**Assignment:** Please give again every entry exactly as it appears, setting aside the pictures.

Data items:
====================

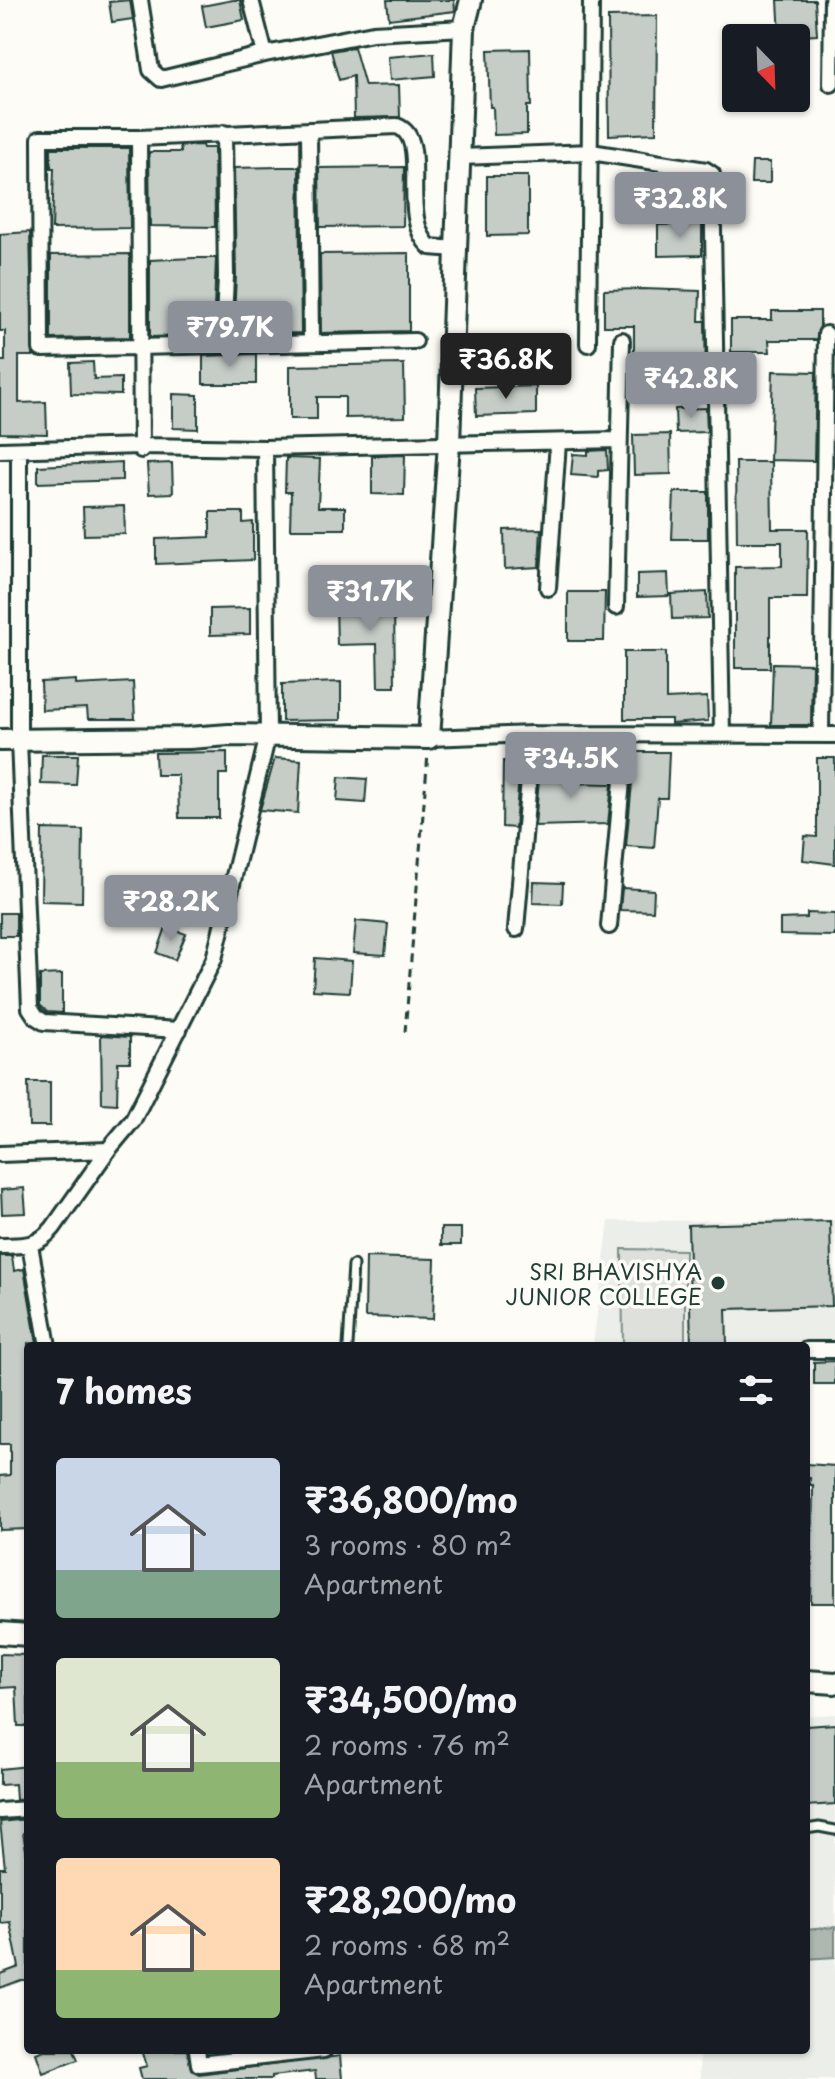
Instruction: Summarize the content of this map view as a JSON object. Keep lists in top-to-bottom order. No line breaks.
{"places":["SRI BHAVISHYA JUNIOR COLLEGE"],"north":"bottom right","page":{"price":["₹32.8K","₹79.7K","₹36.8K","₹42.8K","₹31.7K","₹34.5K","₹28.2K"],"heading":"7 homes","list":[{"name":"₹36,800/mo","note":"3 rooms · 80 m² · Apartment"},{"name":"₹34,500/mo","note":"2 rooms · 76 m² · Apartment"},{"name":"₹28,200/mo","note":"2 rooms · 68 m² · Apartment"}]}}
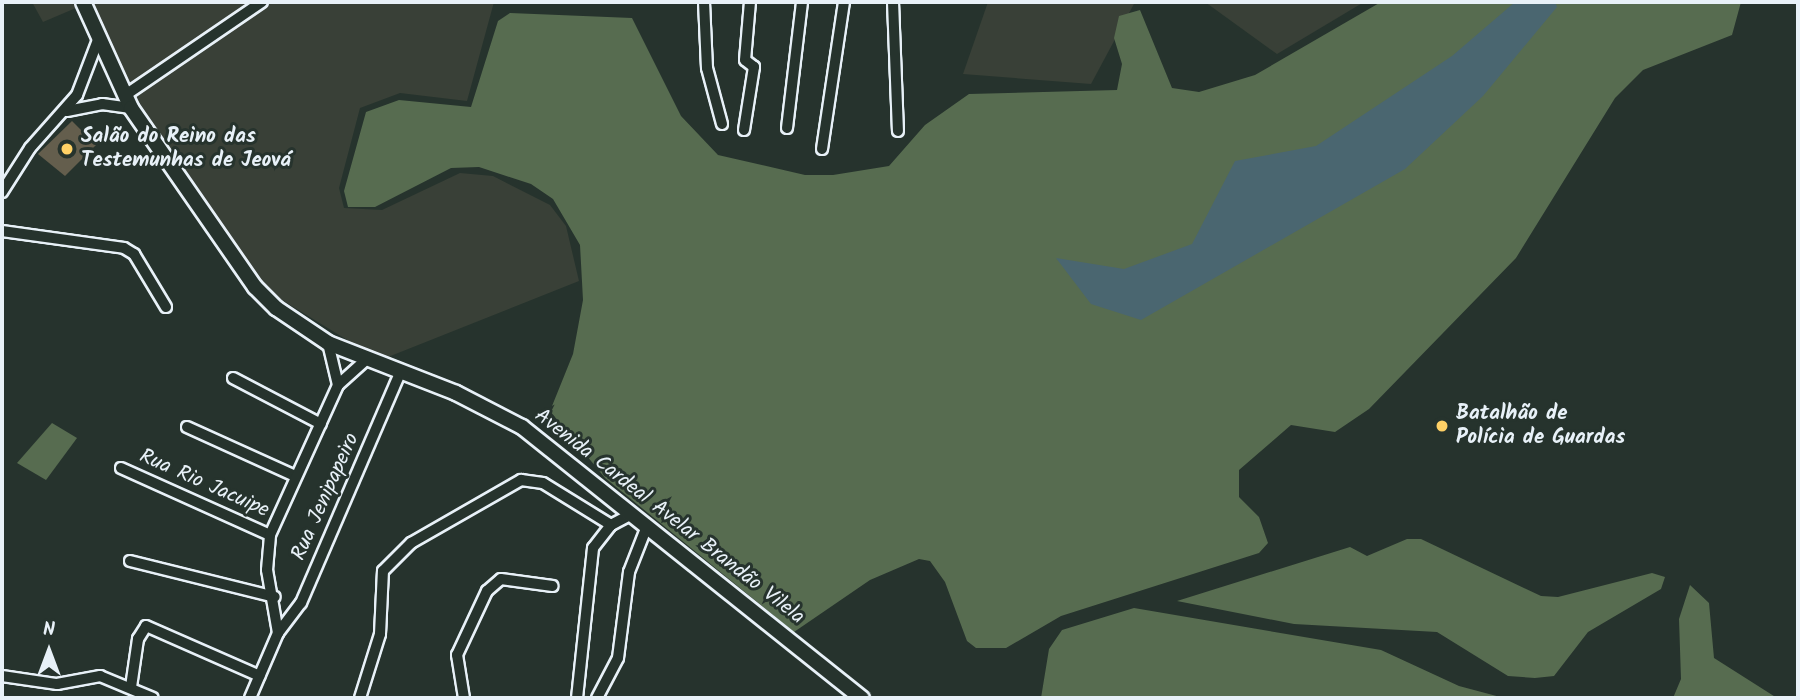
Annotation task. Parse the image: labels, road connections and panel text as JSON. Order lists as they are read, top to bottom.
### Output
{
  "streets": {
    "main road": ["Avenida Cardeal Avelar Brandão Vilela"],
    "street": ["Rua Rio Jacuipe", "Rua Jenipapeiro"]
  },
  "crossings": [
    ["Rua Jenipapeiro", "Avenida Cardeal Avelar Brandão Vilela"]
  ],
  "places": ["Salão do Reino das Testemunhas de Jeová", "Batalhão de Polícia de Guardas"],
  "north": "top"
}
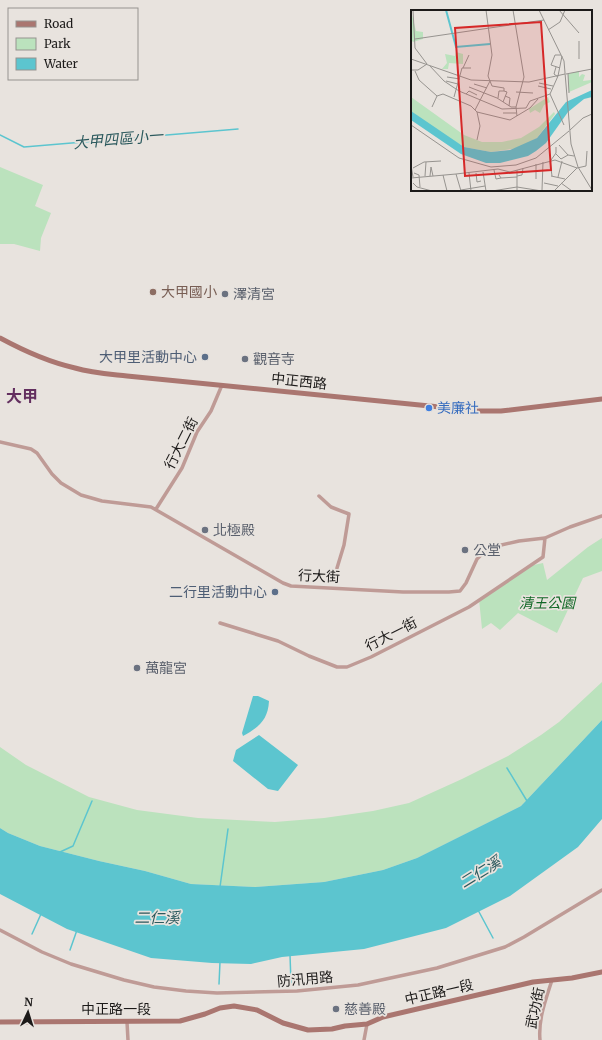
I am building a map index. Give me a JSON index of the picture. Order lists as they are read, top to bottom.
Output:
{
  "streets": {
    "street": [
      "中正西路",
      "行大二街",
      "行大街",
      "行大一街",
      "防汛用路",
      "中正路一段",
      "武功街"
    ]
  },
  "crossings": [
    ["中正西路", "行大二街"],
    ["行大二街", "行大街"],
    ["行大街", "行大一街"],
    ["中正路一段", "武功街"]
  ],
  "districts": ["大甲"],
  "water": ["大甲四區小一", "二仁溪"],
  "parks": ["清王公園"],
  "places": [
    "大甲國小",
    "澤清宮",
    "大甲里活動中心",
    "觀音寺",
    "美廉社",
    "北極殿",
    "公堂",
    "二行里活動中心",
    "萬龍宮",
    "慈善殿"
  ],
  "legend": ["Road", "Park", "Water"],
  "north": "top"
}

====================

**Answer section:**
Instruction: Summarize the content of this map view as a JSON object. Keep lists in top-to-bottom order. No line breaks.
{"places":["SRI BHAVISHYA JUNIOR COLLEGE"],"north":"bottom right","page":{"price":["₹32.8K","₹79.7K","₹36.8K","₹42.8K","₹31.7K","₹34.5K","₹28.2K"],"heading":"7 homes","list":[{"name":"₹36,800/mo","note":"3 rooms · 80 m² · Apartment"},{"name":"₹34,500/mo","note":"2 rooms · 76 m² · Apartment"},{"name":"₹28,200/mo","note":"2 rooms · 68 m² · Apartment"}]}}
Annotation task. Parse the image: labels, road connections and panel text as JSON. Order lists as they are read, top to bottom.
### Output
{
  "streets": {
    "main road": ["Avenida Cardeal Avelar Brandão Vilela"],
    "street": ["Rua Rio Jacuipe", "Rua Jenipapeiro"]
  },
  "crossings": [
    ["Rua Jenipapeiro", "Avenida Cardeal Avelar Brandão Vilela"]
  ],
  "places": ["Salão do Reino das Testemunhas de Jeová", "Batalhão de Polícia de Guardas"],
  "north": "top"
}
I am building a map index. Give me a JSON index of the picture. Order lists as they are read, top to bottom.
Output:
{
  "streets": {
    "street": [
      "中正西路",
      "行大二街",
      "行大街",
      "行大一街",
      "防汛用路",
      "中正路一段",
      "武功街"
    ]
  },
  "crossings": [
    ["中正西路", "行大二街"],
    ["行大二街", "行大街"],
    ["行大街", "行大一街"],
    ["中正路一段", "武功街"]
  ],
  "districts": ["大甲"],
  "water": ["大甲四區小一", "二仁溪"],
  "parks": ["清王公園"],
  "places": [
    "大甲國小",
    "澤清宮",
    "大甲里活動中心",
    "觀音寺",
    "美廉社",
    "北極殿",
    "公堂",
    "二行里活動中心",
    "萬龍宮",
    "慈善殿"
  ],
  "legend": ["Road", "Park", "Water"],
  "north": "top"
}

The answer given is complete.